This afternoon I listened to Cajsa von Zeipel’s Summer Show from 2018. Cajsa is a young swedish artist now living and working in New York, the summer show a swedish radio tradition stretching back many years where ’significant’ people are invited to talk about their lives and select accompanying music … kind of like Desert Island Discs without the interviewer (or the Bible, or the works of Shakespeare, or the luxury item).
One of Cajsa’s sculptures caught the attention of the LGBT+ youth group that I am working with in Uppsala. The piece is a recent acquisition at Uppsala Art Museum and while sending some more information about the artist to the group I came across her radio show.
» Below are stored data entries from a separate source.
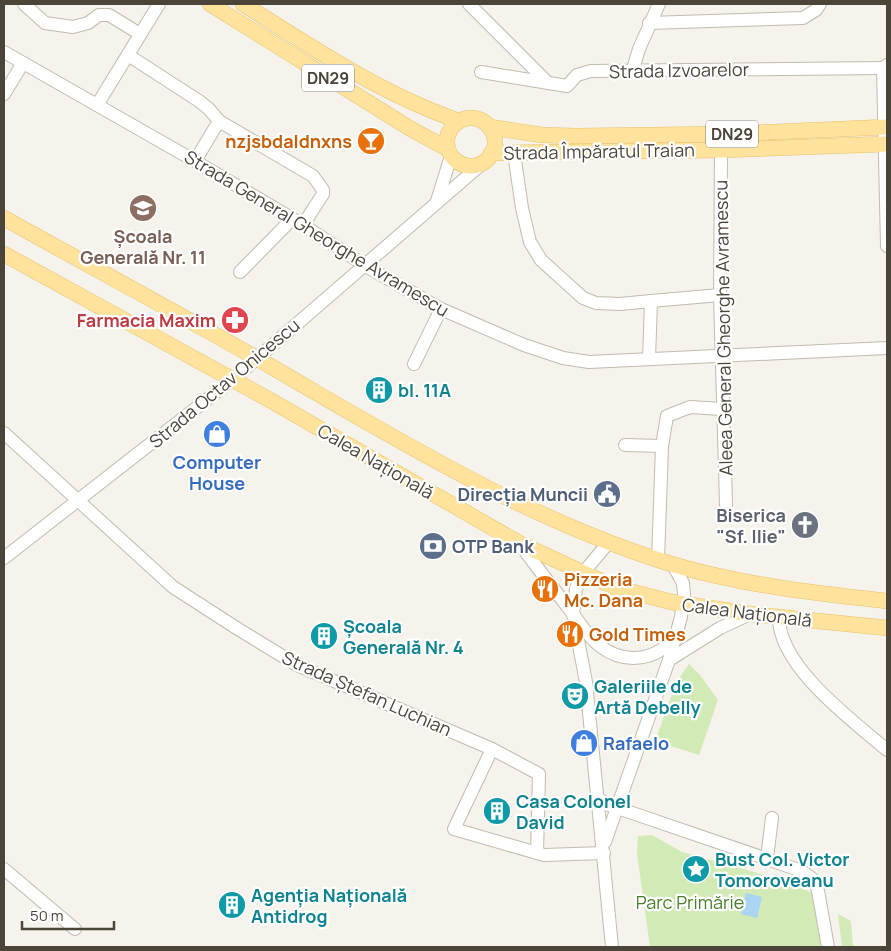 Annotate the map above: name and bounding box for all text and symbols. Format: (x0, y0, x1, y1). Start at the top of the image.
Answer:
street label: Strada Izvoarelor (609, 57, 750, 83)
road number: DN29 (302, 64, 354, 92)
road number: DN29 (706, 120, 758, 148)
bar icon: nzjsbdaldnxns (356, 126, 386, 156)
place label: nzjsbdaldnxns (225, 129, 352, 153)
street label: Strada Împăratul Traian (503, 137, 695, 165)
street label: Strada General Gheorghe Avramescu (180, 144, 454, 322)
street label: Aleea General Gheorghe Avramescu (708, 180, 738, 476)
school or university icon: Școala Generală Nr. 11 (128, 193, 158, 223)
place label: Școala Generală Nr. 11 (80, 224, 206, 269)
pharmacy icon: Farmacia Maxim (220, 305, 250, 335)
place label: Farmacia Maxim (77, 308, 216, 332)
street label: Strada Octav Onicescu (144, 313, 304, 453)
building icon: bl. 11A (364, 375, 394, 405)
place label: bl. 11A (398, 378, 451, 402)
street label: Calea Națională (314, 418, 438, 504)
shop icon: Computer House (202, 419, 232, 449)
place label: Computer House (173, 450, 261, 495)
public building icon: Direcția Muncii (592, 479, 622, 509)
place label: Direcția Muncii (457, 482, 588, 507)
place label: Biserica "Sf. Ilie" (716, 503, 786, 548)
church icon: Biserica "Sf. Ilie" (790, 510, 820, 540)
bank icon: OTP Bank (418, 531, 448, 561)
place label: OTP Bank (452, 534, 535, 558)
place label: Pizzeria Mc. Dana (564, 567, 643, 612)
restaurant icon: Pizzeria Mc. Dana (530, 574, 560, 604)
street label: Calea Națională (681, 592, 813, 632)
place label: Școala Generală Nr. 4 (343, 614, 464, 659)
restaurant icon: Gold Times (555, 619, 585, 649)
building icon: Școala Generală Nr. 4 (309, 621, 339, 651)
place label: Gold Times (589, 622, 686, 646)
street label: Strada Ștefan Luchian (279, 645, 455, 741)
place label: Galeriile de Artă Debelly (594, 674, 701, 719)
theatre icon: Galeriile de Artă Debelly (560, 681, 590, 711)
shop icon: Rafaelo (569, 728, 599, 758)
place label: Rafaelo (603, 731, 669, 755)
place label: Casa Colonel David (516, 789, 631, 834)
building icon: Casa Colonel David (482, 796, 512, 826)
place label: Bust Col. Victor Tomoroveanu (715, 847, 849, 892)
place icon: Bust Col. Victor Tomoroveanu (681, 854, 711, 884)
place label: Agenția Națională Antidrog (251, 883, 407, 928)
building icon: Agenția Națională Antidrog (217, 890, 247, 920)
park label: Parc Primărie (636, 890, 744, 914)
scale bar (22, 898, 115, 930)
text: 50 m (30, 905, 64, 926)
It was fascinating to hear her speak of her time at art school in Stockholm and the New York art scene. Two things really stuck with me: first her tutor telling her that the studio was her universe, and second Cajsa’s resistance to the ’what’s this about then?’ question. The two things got me thinking about my own practice and ways of being, and as a result:
- I am going to (re)claim my studio as my universe.
- I am going to stop asking myself ’what’s this about then?’
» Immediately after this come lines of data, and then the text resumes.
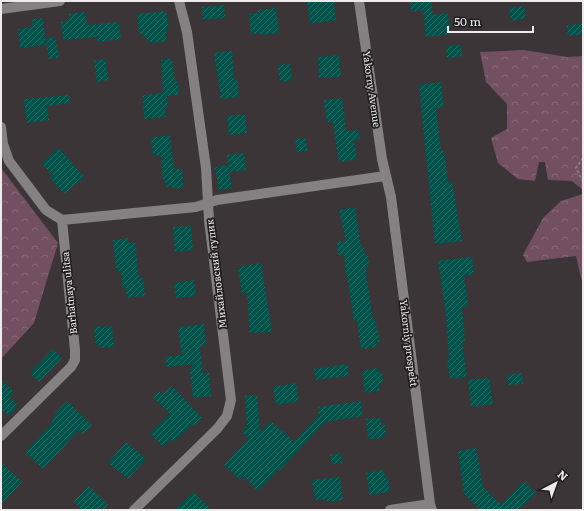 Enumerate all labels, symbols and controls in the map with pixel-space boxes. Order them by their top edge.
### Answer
scale bar [448,8,533,34]
text: 50 m [454,12,481,30]
street label: Yakorny Avenue [360,50,385,128]
street label: Михайловский тупик [201,219,230,330]
street label: Barhatnaya ulitsa [57,250,80,335]
street label: Yakorniy prospekt [397,299,422,387]
north arrow [536,463,576,503]
text: N [554,466,572,484] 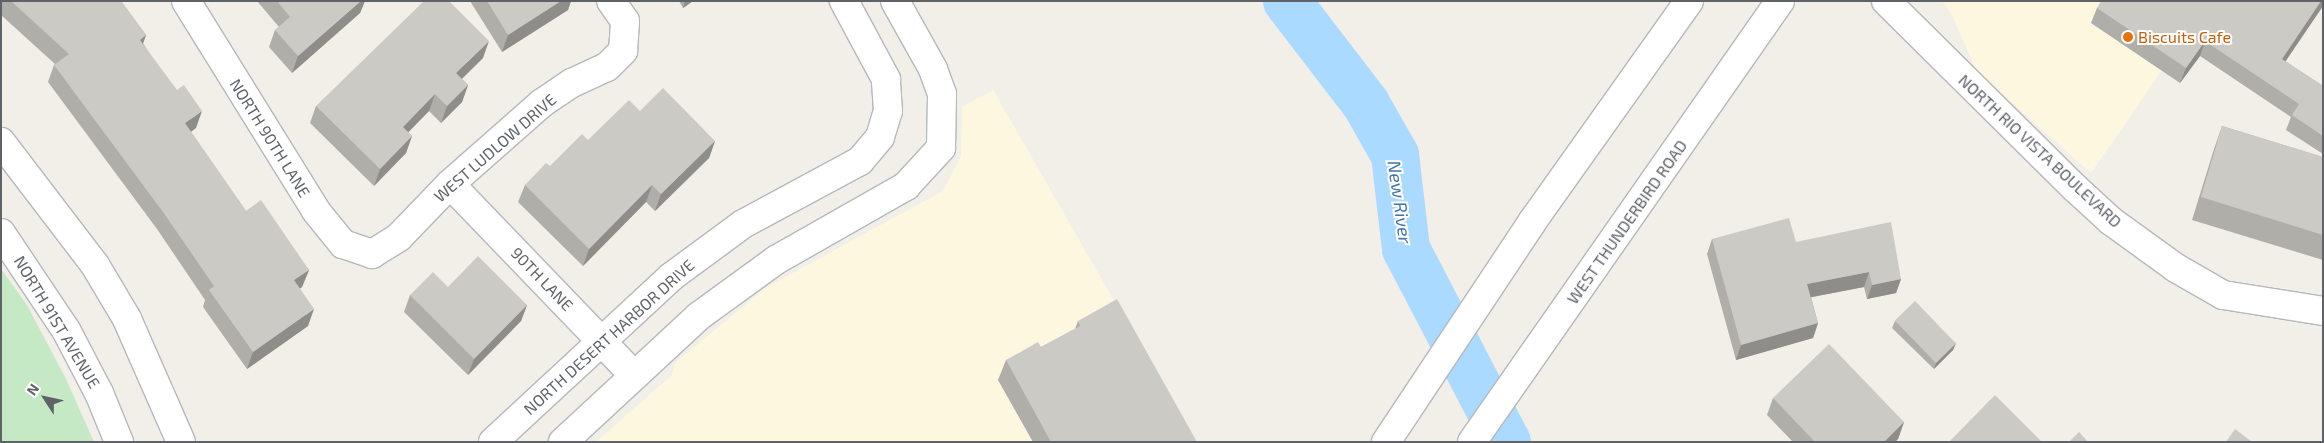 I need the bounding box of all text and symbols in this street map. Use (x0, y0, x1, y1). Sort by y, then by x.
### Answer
place label: Biscuits Cafe (2138, 27, 2231, 47)
marker: Biscuits Cafe (2122, 31, 2134, 43)
street label: NORTH RIO VISTA BOULEVARD (1954, 70, 2126, 232)
street label: NORTH 90TH LANE (226, 75, 314, 201)
street label: WEST LUDLOW DRIVE (430, 90, 560, 206)
street label: WEST THUNDERBIRD ROAD (1563, 136, 1691, 308)
water label: New River (1383, 159, 1417, 245)
street label: 90TH LANE (507, 243, 577, 315)
street label: NORTH 91ST AVENUE (10, 252, 104, 392)
street label: NORTH DESERT HARBOR DRIVE (520, 255, 698, 419)
north arrow (20, 373, 70, 423)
Somehow both of these things remind me that I want my own (not shared) studio. They also raise the familiar theme of my being overly concerned about explaining and justifying my work rather than just doing it and letting it be.
Sometimes is feels as though there is a part of my mind that I would like to / need to switch off – that overly analytical critical bit that demands reason and logic where none should be sought. This is a recurring theme for me and one that I know that I have mentioned before. I really do need find a way to over come it, or is that ’to come over it’ …
Whatever it is I want to stop stopping myself from being the artist that I know that I am. I want to trust myself … I guess that I have to be comfortable taking risks … I guess that I have to be comfortable being honest* … and now I am back with some of Cajsa’s words – it’s not the cleverest artists who are successful but those who are the most honest.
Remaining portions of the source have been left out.